_Exercise requirements:_
Go through the following data and transcribe exactly the stretch of lines from the one holding "M658,212L691,220L677,282L644,274Z" to the one holding "M279,477C357,553 429,642 472,743", both included.

_Collected data:_
┌──
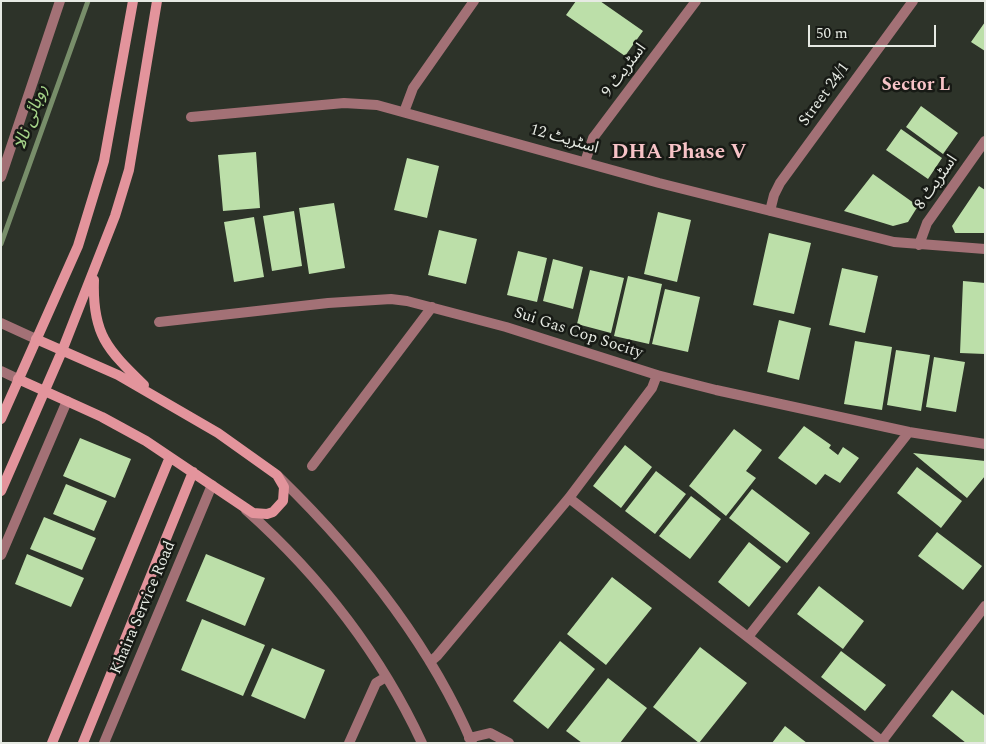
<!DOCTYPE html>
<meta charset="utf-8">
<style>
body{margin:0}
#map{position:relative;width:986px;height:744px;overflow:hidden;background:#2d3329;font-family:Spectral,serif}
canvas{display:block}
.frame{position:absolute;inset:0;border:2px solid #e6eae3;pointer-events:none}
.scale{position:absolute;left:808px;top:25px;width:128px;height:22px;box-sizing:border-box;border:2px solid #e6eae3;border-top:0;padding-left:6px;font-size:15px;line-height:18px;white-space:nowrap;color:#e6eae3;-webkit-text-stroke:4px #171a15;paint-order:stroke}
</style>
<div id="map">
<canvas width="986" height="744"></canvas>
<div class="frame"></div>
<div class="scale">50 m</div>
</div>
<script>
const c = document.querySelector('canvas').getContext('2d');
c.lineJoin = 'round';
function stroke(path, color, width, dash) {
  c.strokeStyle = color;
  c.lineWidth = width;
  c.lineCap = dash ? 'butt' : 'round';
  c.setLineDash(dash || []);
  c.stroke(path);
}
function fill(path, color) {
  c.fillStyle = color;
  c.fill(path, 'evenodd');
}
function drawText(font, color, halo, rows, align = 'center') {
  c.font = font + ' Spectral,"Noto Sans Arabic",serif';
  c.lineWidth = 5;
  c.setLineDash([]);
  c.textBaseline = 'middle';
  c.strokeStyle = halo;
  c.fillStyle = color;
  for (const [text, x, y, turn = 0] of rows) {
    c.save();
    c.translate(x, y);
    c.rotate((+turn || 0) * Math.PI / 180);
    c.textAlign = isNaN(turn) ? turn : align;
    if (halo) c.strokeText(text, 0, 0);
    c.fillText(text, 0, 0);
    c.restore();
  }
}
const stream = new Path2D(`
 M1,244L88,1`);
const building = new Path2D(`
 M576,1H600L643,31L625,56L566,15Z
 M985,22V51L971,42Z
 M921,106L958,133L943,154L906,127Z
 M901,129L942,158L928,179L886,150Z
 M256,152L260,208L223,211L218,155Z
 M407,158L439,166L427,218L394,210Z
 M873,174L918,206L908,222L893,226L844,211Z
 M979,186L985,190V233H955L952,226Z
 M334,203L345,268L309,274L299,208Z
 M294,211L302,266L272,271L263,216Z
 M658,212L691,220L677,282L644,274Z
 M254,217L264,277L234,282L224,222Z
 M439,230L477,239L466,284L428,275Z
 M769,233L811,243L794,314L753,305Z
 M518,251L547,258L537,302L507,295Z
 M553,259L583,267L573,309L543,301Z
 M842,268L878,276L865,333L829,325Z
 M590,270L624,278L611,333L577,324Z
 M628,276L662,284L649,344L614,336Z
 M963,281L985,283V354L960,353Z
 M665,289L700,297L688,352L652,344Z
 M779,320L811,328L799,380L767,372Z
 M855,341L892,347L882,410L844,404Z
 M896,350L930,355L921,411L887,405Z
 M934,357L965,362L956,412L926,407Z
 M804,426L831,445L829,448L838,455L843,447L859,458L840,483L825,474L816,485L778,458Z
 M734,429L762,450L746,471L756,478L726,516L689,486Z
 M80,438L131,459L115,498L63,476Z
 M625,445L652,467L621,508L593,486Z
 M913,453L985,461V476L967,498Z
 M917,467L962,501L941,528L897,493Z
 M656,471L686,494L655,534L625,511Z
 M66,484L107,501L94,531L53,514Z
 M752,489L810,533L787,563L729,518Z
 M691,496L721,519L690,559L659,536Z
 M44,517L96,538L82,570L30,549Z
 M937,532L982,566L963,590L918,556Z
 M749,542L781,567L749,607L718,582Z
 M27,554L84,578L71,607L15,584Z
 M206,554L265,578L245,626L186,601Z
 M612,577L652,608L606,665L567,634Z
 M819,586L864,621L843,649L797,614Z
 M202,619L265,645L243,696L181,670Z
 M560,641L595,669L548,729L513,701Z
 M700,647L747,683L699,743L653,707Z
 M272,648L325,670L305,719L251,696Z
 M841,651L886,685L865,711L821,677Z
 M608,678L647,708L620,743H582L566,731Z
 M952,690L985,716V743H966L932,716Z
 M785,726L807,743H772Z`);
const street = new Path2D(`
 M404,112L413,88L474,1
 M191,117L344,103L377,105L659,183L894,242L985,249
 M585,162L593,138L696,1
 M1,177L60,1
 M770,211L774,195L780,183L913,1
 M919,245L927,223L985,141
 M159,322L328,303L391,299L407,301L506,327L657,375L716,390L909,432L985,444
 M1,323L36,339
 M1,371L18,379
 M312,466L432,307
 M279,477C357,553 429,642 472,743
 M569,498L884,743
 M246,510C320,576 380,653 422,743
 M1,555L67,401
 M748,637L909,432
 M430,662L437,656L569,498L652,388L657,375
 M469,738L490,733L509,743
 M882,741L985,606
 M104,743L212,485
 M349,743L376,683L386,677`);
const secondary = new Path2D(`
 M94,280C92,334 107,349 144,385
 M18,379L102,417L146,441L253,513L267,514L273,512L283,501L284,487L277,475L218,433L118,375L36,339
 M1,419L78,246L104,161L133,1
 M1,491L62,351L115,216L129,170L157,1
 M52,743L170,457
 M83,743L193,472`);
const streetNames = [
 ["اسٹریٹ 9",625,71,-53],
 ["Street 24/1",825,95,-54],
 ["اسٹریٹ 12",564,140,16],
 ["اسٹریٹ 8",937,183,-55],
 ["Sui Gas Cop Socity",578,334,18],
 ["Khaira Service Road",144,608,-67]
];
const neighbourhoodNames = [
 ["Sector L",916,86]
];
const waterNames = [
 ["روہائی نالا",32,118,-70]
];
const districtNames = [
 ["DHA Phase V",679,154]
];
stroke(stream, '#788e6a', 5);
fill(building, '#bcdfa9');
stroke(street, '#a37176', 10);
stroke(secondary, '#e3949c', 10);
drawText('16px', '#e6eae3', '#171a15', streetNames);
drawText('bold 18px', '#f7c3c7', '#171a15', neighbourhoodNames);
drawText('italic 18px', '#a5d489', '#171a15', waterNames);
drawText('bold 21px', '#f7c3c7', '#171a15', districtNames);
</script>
└──
_Worked solution:_
 M658,212L691,220L677,282L644,274Z
 M254,217L264,277L234,282L224,222Z
 M439,230L477,239L466,284L428,275Z
 M769,233L811,243L794,314L753,305Z
 M518,251L547,258L537,302L507,295Z
 M553,259L583,267L573,309L543,301Z
 M842,268L878,276L865,333L829,325Z
 M590,270L624,278L611,333L577,324Z
 M628,276L662,284L649,344L614,336Z
 M963,281L985,283V354L960,353Z
 M665,289L700,297L688,352L652,344Z
 M779,320L811,328L799,380L767,372Z
 M855,341L892,347L882,410L844,404Z
 M896,350L930,355L921,411L887,405Z
 M934,357L965,362L956,412L926,407Z
 M804,426L831,445L829,448L838,455L843,447L859,458L840,483L825,474L816,485L778,458Z
 M734,429L762,450L746,471L756,478L726,516L689,486Z
 M80,438L131,459L115,498L63,476Z
 M625,445L652,467L621,508L593,486Z
 M913,453L985,461V476L967,498Z
 M917,467L962,501L941,528L897,493Z
 M656,471L686,494L655,534L625,511Z
 M66,484L107,501L94,531L53,514Z
 M752,489L810,533L787,563L729,518Z
 M691,496L721,519L690,559L659,536Z
 M44,517L96,538L82,570L30,549Z
 M937,532L982,566L963,590L918,556Z
 M749,542L781,567L749,607L718,582Z
 M27,554L84,578L71,607L15,584Z
 M206,554L265,578L245,626L186,601Z
 M612,577L652,608L606,665L567,634Z
 M819,586L864,621L843,649L797,614Z
 M202,619L265,645L243,696L181,670Z
 M560,641L595,669L548,729L513,701Z
 M700,647L747,683L699,743L653,707Z
 M272,648L325,670L305,719L251,696Z
 M841,651L886,685L865,711L821,677Z
 M608,678L647,708L620,743H582L566,731Z
 M952,690L985,716V743H966L932,716Z
 M785,726L807,743H772Z`);
const street = new Path2D(`
 M404,112L413,88L474,1
 M191,117L344,103L377,105L659,183L894,242L985,249
 M585,162L593,138L696,1
 M1,177L60,1
 M770,211L774,195L780,183L913,1
 M919,245L927,223L985,141
 M159,322L328,303L391,299L407,301L506,327L657,375L716,390L909,432L985,444
 M1,323L36,339
 M1,371L18,379
 M312,466L432,307
 M279,477C357,553 429,642 472,743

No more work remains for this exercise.